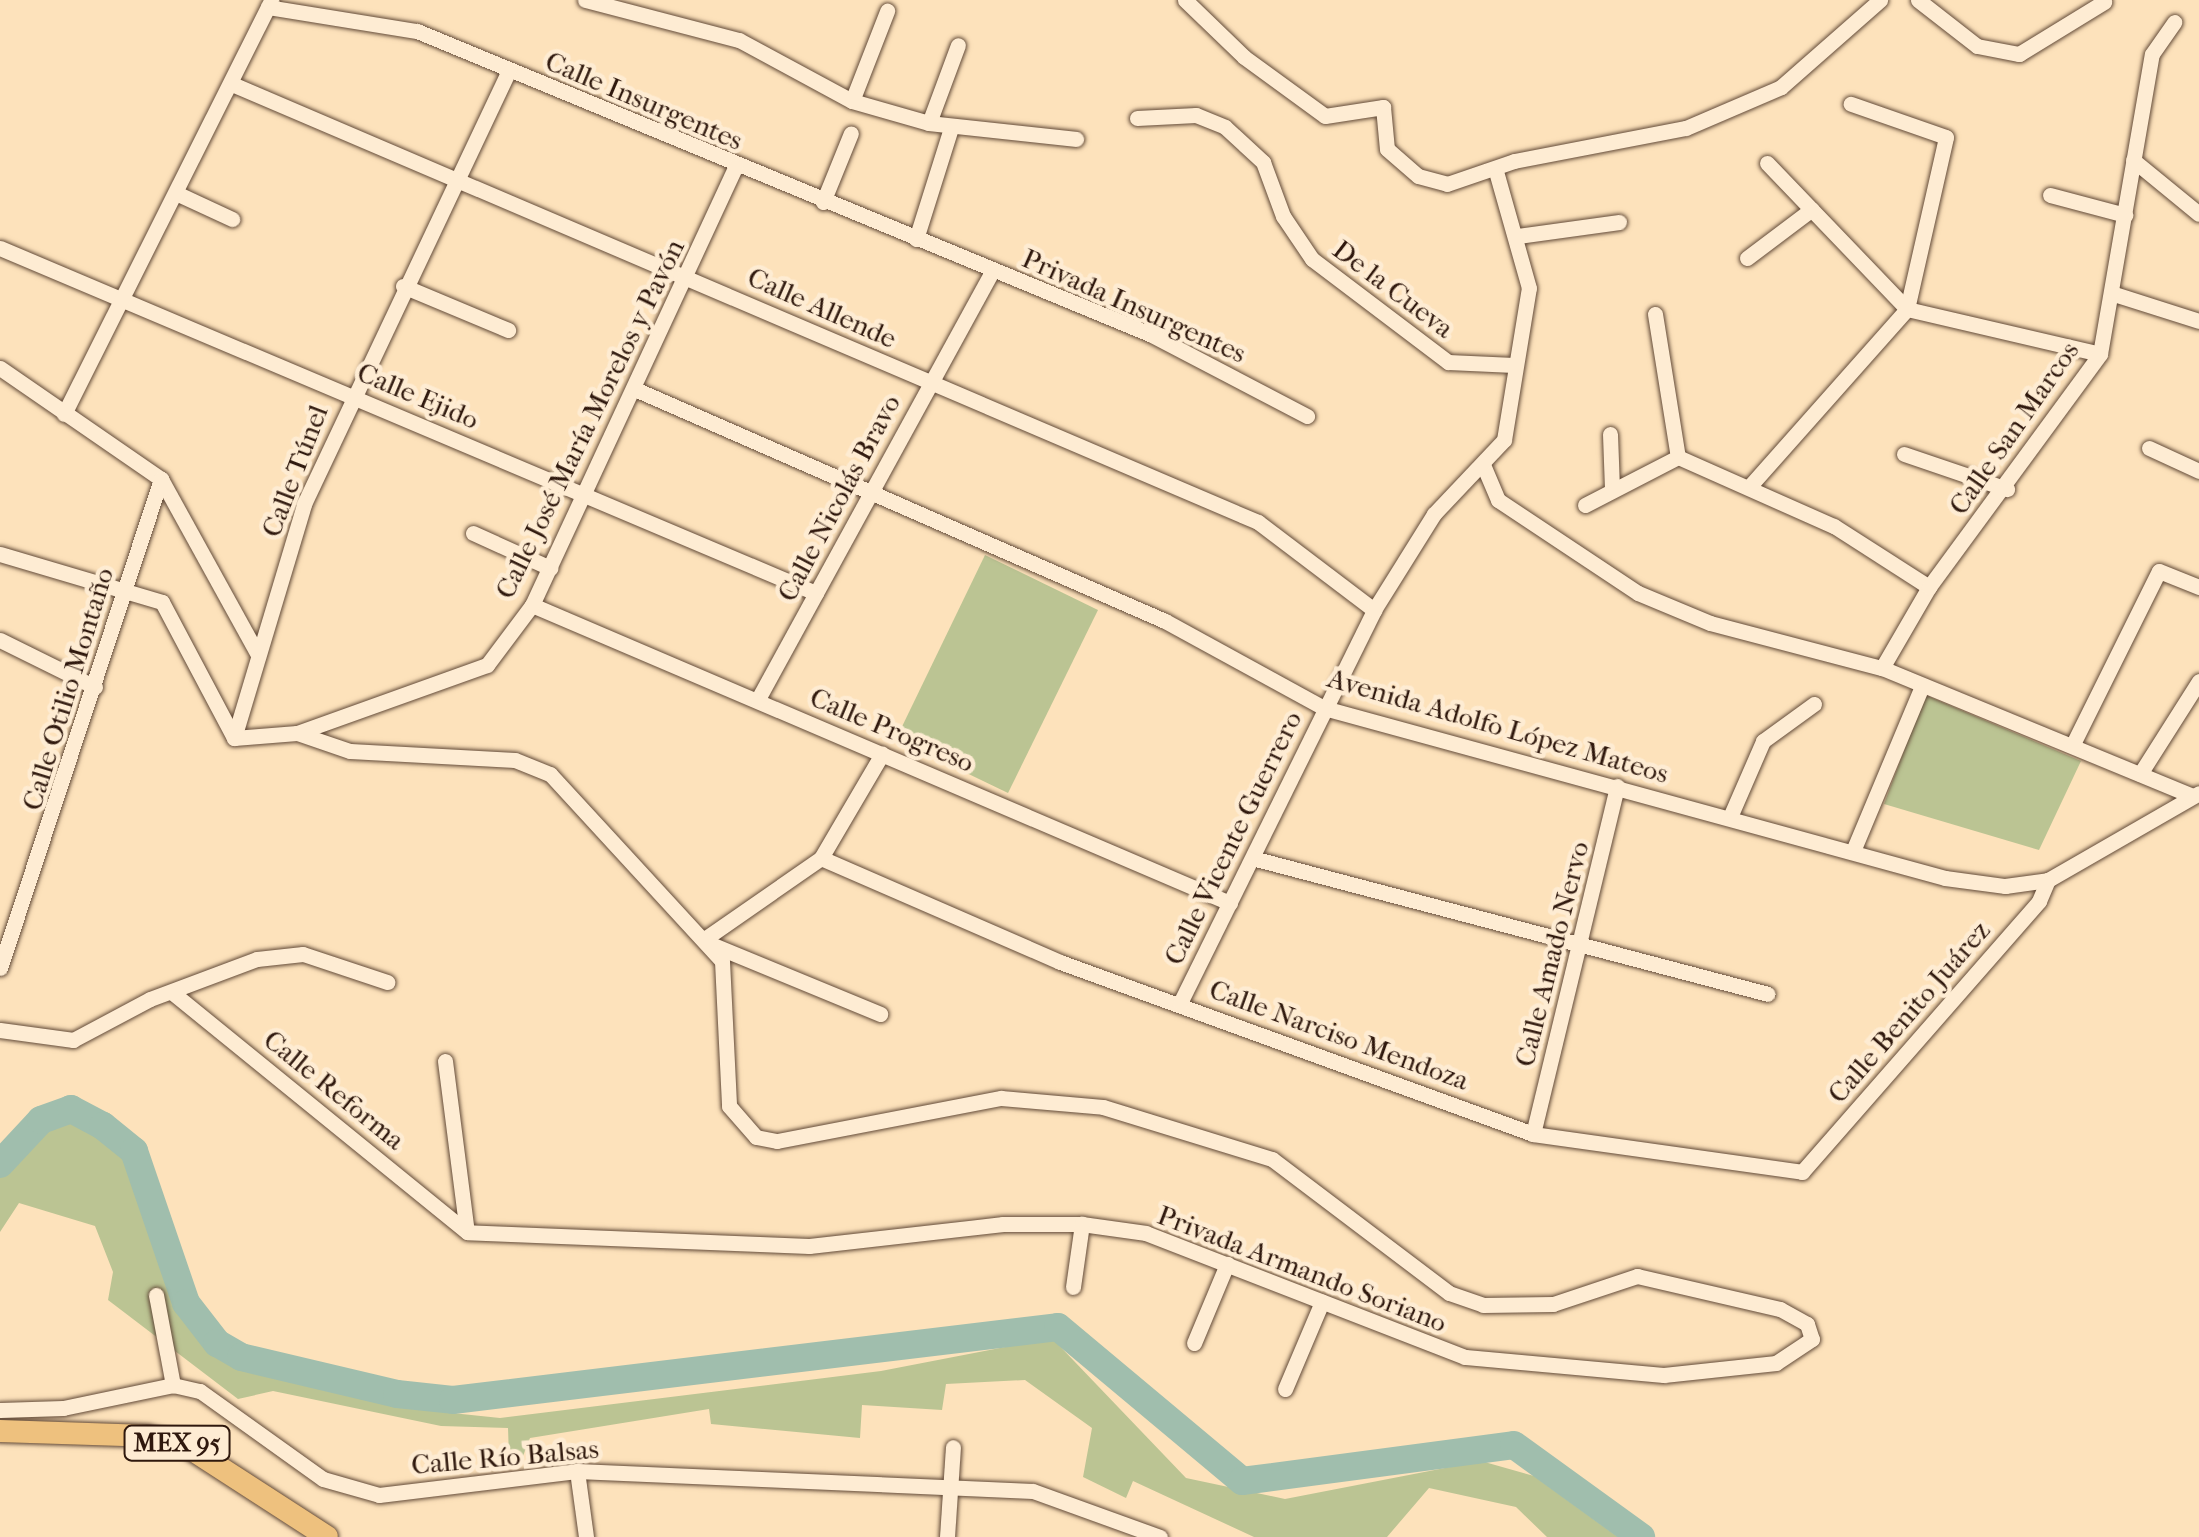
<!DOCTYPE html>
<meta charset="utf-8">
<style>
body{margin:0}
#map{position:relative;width:2199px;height:1537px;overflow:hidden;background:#fde2bb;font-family:"IM FELL French Canon",serif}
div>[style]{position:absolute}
.green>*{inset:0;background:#bbc493}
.river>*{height:28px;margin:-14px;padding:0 14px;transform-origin:14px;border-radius:14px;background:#a0bead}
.roads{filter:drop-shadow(0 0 2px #624a38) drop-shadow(0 0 2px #624a38)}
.street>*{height:15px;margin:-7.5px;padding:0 7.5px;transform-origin:7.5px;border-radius:7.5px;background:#feecd3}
.primary>*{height:22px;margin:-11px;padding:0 11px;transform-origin:11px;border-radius:11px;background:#eec17e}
span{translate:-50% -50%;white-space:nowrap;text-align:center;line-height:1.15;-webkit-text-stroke:9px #feecd3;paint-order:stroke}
.shield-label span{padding:2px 8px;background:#feecd3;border:2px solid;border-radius:8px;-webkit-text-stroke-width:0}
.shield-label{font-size:25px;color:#2f180d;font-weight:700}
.street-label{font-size:28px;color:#2f180d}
</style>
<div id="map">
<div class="green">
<div style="clip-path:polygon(985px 555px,1098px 610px,1008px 793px,896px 739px)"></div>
<div style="clip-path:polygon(1925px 695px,2081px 761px,2039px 850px,1884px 804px)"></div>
<div style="clip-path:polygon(75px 1107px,109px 1113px,130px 1140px,172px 1289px,195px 1323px,225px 1344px,404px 1408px,500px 1418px,881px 1371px,1052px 1338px,1186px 1478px,1285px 1499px,1481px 1461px,1534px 1476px,1618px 1537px,1547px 1537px,1516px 1507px,1429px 1488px,1387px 1537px,1254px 1537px,1133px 1481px,1126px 1498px,1083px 1477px,1092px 1428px,1025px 1380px,946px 1384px,942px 1410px,862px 1405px,860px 1438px,711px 1424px,709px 1409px,530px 1438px,523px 1456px,509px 1458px,508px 1428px,441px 1426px,273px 1391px,238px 1399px,108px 1300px,113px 1272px,95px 1226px,19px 1203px,0 1232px,0 1163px,38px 1126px)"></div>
</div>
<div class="river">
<div style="left:0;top:1164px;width:60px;rotate:-47deg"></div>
<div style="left:41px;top:1120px;width:32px;rotate:-20deg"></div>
<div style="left:71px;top:1109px;width:36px;rotate:28deg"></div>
<div style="left:103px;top:1126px;width:40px;rotate:39deg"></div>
<div style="left:134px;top:1151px;width:161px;rotate:71.1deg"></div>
<div style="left:186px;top:1303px;width:51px;rotate:52.2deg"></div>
<div style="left:217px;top:1343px;width:28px;rotate:30deg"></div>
<div style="left:241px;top:1357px;width:160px;rotate:13.3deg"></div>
<div style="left:397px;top:1394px;width:56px;rotate:6.1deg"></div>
<div style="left:453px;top:1400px;width:609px;rotate:-6.88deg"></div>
<div style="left:1058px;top:1327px;width:240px;rotate:39.9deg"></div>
<div style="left:1242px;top:1481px;width:274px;rotate:-7.5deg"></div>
<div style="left:1514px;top:1445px;width:157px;rotate:35.9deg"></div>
</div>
<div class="roads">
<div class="street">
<div style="left:585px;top:0;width:159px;rotate:14.6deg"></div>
<div style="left:739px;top:40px;width:128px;rotate:28.4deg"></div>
<div style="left:852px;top:101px;width:80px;rotate:15.9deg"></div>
<div style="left:929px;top:123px;width:148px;rotate:6.2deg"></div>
<div style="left:1185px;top:0;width:82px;rotate:44deg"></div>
<div style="left:1244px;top:57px;width:100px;rotate:36.1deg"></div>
<div style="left:1325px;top:116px;width:59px;rotate:-8.8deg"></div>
<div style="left:1383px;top:107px;width:42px;rotate:84.6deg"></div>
<div style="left:1387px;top:149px;width:41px;rotate:41.1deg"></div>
<div style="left:1418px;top:176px;width:30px;rotate:15deg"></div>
<div style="left:1447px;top:184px;width:71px;rotate:-18.9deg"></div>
<div style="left:1514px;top:161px;width:175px;rotate:-10.9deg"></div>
<div style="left:1686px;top:128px;width:103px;rotate:-23.3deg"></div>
<div style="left:1781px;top:87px;width:132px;rotate:-41.3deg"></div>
<div style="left:1918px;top:0;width:75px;rotate:37.9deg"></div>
<div style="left:1977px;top:46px;width:43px;rotate:10.8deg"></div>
<div style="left:2019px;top:54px;width:100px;rotate:-31.5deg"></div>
<div style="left:268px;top:7px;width:151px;rotate:9.2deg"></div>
<div style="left:417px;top:31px;width:795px;rotate:22.47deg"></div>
<div style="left:1152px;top:335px;width:175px;rotate:27.6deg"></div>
<div style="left:232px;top:84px;width:1116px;rotate:23.12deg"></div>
<div style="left:1258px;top:522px;width:146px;rotate:37.2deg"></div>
<div style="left:852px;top:101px;width:97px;rotate:-68.7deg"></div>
<div style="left:1137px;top:118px;width:59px;rotate:-2.9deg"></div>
<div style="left:1196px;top:115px;width:31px;rotate:22deg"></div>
<div style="left:1225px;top:127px;width:52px;rotate:42.6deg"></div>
<div style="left:1263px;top:162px;width:58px;rotate:69.7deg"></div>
<div style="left:1283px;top:216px;width:52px;rotate:56deg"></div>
<div style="left:1312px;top:259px;width:171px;rotate:37.1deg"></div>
<div style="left:1448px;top:362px;width:66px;rotate:2.6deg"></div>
<div style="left:929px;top:123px;width:83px;rotate:-69.6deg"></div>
<div style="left:2133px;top:160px;width:85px;rotate:39.3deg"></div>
<div style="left:1767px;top:163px;width:202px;rotate:46.2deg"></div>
<div style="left:176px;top:193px;width:62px;rotate:24.9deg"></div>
<div style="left:2050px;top:195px;width:78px;rotate:14.9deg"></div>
<div style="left:823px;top:202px;width:74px;rotate:-67.9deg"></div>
<div style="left:1518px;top:236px;width:102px;rotate:-7.9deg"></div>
<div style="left:916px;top:239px;width:116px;rotate:-72.5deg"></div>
<div style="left:0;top:248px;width:886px;rotate:22.92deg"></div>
<div style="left:1747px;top:258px;width:81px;rotate:-37deg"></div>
<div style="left:403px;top:286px;width:114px;rotate:22.7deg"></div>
<div style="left:2111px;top:293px;width:92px;rotate:17.7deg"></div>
<div style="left:1907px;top:309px;width:198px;rotate:13.1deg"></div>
<div style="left:1655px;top:314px;width:145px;rotate:80.9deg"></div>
<div style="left:0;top:368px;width:196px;rotate:34.6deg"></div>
<div style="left:161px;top:479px;width:201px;rotate:61.1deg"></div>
<div style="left:637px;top:390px;width:576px;rotate:23.63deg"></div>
<div style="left:1165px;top:621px;width:181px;rotate:28.7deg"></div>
<div style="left:1324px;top:708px;width:644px;rotate:15.31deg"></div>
<div style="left:1945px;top:878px;width:61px;rotate:7.6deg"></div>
<div style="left:2005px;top:886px;width:43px;rotate:-7.9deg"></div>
<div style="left:2048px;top:880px;width:174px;rotate:-29.9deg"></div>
<div style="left:64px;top:414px;width:463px;rotate:-63.4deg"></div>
<div style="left:1610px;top:434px;width:54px;rotate:87.9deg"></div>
<div style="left:2149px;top:448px;width:55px;rotate:24.7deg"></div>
<div style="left:1904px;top:454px;width:109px;rotate:18.8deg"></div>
<div style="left:1678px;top:457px;width:171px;rotate:23.9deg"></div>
<div style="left:1834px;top:526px;width:113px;rotate:32.7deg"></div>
<div style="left:1484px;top:467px;width:36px;rotate:67deg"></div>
<div style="left:1498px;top:500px;width:168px;rotate:33.6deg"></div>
<div style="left:1638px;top:593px;width:78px;rotate:22.6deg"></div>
<div style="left:1710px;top:623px;width:178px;rotate:14.7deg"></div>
<div style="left:1882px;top:668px;width:335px;rotate:22.4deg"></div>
<div style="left:1749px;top:487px;width:238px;rotate:-48.4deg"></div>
<div style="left:1907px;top:309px;width:176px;rotate:-77.2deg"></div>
<div style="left:1946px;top:137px;width:101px;rotate:-160.8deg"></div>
<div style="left:1585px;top:505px;width:105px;rotate:-27.3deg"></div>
<div style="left:473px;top:533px;width:85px;rotate:24.4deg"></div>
<div style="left:0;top:554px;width:169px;rotate:16.5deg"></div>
<div style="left:162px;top:602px;width:154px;rotate:62.1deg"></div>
<div style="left:234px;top:738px;width:63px;rotate:-4.5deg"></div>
<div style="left:297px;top:733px;width:56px;rotate:18.8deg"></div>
<div style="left:350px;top:751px;width:165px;rotate:3.1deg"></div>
<div style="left:515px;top:760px;width:38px;rotate:22deg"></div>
<div style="left:550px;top:774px;width:254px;rotate:47.4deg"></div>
<div style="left:722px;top:961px;width:145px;rotate:87.2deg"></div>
<div style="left:729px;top:1106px;width:41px;rotate:48.9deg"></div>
<div style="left:756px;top:1137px;width:21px;rotate:11deg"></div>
<div style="left:777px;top:1141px;width:228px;rotate:-10.9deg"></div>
<div style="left:1001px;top:1098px;width:102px;rotate:5deg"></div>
<div style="left:1103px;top:1107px;width:177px;rotate:17.1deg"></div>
<div style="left:1272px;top:1159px;width:222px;rotate:37.1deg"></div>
<div style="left:1449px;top:1293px;width:36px;rotate:19deg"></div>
<div style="left:1483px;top:1305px;width:70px;rotate:-0.8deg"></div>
<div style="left:1553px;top:1304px;width:89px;rotate:-18.4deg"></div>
<div style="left:1637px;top:1276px;width:147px;rotate:13deg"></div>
<div style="left:1780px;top:1309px;width:31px;rotate:29deg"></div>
<div style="left:1807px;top:1324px;width:16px;rotate:72deg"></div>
<div style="left:1812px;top:1339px;width:43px;rotate:146.3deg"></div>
<div style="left:1776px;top:1363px;width:113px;rotate:173.9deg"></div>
<div style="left:1664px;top:1375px;width:200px;rotate:-174.8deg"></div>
<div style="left:1465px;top:1357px;width:342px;rotate:-158.8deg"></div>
<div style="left:1146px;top:1233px;width:65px;rotate:-172deg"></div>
<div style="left:1082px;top:1224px;width:79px;rotate:180deg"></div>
<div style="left:1003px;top:1224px;width:195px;rotate:173.5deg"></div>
<div style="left:809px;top:1246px;width:342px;rotate:-177.7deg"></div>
<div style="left:467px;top:1232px;width:380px;rotate:-140.9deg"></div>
<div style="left:532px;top:605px;width:759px;rotate:23.12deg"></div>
<div style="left:0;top:640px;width:106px;rotate:26.3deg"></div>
<div style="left:1882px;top:668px;width:94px;rotate:-59.9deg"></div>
<div style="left:1929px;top:587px;width:289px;rotate:-53.7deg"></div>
<div style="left:2100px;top:354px;width:304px;rotate:-80.2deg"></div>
<div style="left:2152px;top:54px;width:39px;rotate:-55deg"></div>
<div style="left:758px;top:699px;width:489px;rotate:-61.3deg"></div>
<div style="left:297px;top:733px;width:202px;rotate:-19.7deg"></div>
<div style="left:487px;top:665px;width:75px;rotate:-53.1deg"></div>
<div style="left:532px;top:605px;width:483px;rotate:-65.1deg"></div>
<div style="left:234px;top:738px;width:244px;rotate:-73.3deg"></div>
<div style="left:304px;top:504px;width:480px;rotate:-64.7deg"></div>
<div style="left:2073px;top:744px;width:193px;rotate:-63.6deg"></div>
<div style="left:2159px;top:571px;width:43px;rotate:21.8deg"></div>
<div style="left:2140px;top:774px;width:110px;rotate:-57.6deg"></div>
<div style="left:1730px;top:817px;width:83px;rotate:-66.5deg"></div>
<div style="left:1763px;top:741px;width:63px;rotate:-36deg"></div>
<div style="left:1853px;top:851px;width:179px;rotate:-67.3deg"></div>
<div style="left:821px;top:858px;width:261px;rotate:23.5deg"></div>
<div style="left:1060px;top:962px;width:503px;rotate:19.98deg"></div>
<div style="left:1533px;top:1134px;width:272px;rotate:8deg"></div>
<div style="left:1802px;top:1172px;width:360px;rotate:-48.8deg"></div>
<div style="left:2039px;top:901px;width:23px;rotate:-67deg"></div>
<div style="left:1256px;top:859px;width:529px;rotate:14.77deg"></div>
<div style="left:706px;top:938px;width:140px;rotate:-34.8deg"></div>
<div style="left:821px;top:858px;width:121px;rotate:-59.6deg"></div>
<div style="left:713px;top:945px;width:181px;rotate:22.4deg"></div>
<div style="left:0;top:968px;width:515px;rotate:-71.78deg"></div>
<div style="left:1180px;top:1003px;width:438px;rotate:-63.7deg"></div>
<div style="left:1374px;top:610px;width:113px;rotate:-58deg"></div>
<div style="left:1434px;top:514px;width:102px;rotate:-46.6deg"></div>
<div style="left:1504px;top:440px;width:154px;rotate:-80.7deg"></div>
<div style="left:1529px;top:288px;width:122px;rotate:-105.8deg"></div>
<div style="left:0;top:1030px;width:74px;rotate:7.8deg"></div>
<div style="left:73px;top:1040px;width:87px;rotate:-28deg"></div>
<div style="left:150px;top:999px;width:114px;rotate:-20.5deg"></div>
<div style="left:257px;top:959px;width:46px;rotate:-6.2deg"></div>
<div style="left:303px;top:954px;width:89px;rotate:18.4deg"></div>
<div style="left:445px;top:1061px;width:172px;rotate:82.7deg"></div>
<div style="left:1533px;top:1134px;width:358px;rotate:-76.4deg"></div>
<div style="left:1073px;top:1287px;width:64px;rotate:-81.9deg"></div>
<div style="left:156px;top:1295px;width:92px;rotate:79.3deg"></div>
<div style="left:1194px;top:1343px;width:86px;rotate:-67.3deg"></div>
<div style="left:1285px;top:1389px;width:95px;rotate:-67deg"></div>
<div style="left:0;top:1410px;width:63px;rotate:-1.8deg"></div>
<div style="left:63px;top:1408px;width:112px;rotate:-11.8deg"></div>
<div style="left:173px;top:1385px;width:28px;rotate:13deg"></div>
<div style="left:200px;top:1391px;width:151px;rotate:35.6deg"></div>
<div style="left:323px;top:1479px;width:58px;rotate:15.9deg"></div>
<div style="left:379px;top:1495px;width:199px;rotate:-6.9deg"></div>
<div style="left:577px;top:1471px;width:456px;rotate:2.5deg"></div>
<div style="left:1033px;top:1491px;width:135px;rotate:19.9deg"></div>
<div style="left:577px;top:1471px;width:67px;rotate:82.2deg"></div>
<div style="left:947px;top:1537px;width:90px;rotate:-86.2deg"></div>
</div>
<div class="primary">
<div style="left:0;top:1431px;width:147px;rotate:1.9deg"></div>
<div style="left:147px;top:1436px;width:39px;rotate:13deg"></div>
<div style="left:185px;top:1445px;width:169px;rotate:32.9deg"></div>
</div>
</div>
<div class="shield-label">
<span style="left:177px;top:1443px">MEX 95</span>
</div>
<div class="street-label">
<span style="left:644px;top:101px;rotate:23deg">Calle Insurgentes</span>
<span style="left:1393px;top:289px;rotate:37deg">De la Cueva</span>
<span style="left:1134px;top:306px;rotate:24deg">Privada Insurgentes</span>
<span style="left:822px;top:308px;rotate:24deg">Calle Allende</span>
<span style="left:418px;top:396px;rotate:23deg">Calle Ejido</span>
<span style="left:590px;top:419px;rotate:-64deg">Calle José María Morelos y Pavón</span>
<span style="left:2014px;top:428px;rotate:-55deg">Calle San Marcos</span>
<span style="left:295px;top:471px;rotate:-69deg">Calle Túnel</span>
<span style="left:839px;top:498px;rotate:-62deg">Calle Nicolás Bravo</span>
<span style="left:68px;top:689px;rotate:-73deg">Calle Otilio Montaño</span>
<span style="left:1498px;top:726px;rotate:16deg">Avenida Adolfo López Mateos</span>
<span style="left:892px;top:730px;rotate:23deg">Calle Progreso</span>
<span style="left:1233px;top:838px;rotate:-64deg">Calle Vicente Guerrero</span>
<span style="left:1552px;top:954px;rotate:-76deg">Calle Amado Nervo</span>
<span style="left:1909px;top:1012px;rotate:-49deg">Calle Benito Juárez</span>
<span style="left:1339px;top:1035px;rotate:20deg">Calle Narciso Mendoza</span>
<span style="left:334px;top:1090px;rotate:39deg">Calle Reforma</span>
<span style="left:1302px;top:1269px;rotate:21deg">Privada Armando Soriano</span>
<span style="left:505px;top:1457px;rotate:-5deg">Calle Río Balsas</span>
</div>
</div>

========================================

Tally up the lines of the listing containing the word "river". Give only the total.

SOLUTION FOR THIS TASK — 2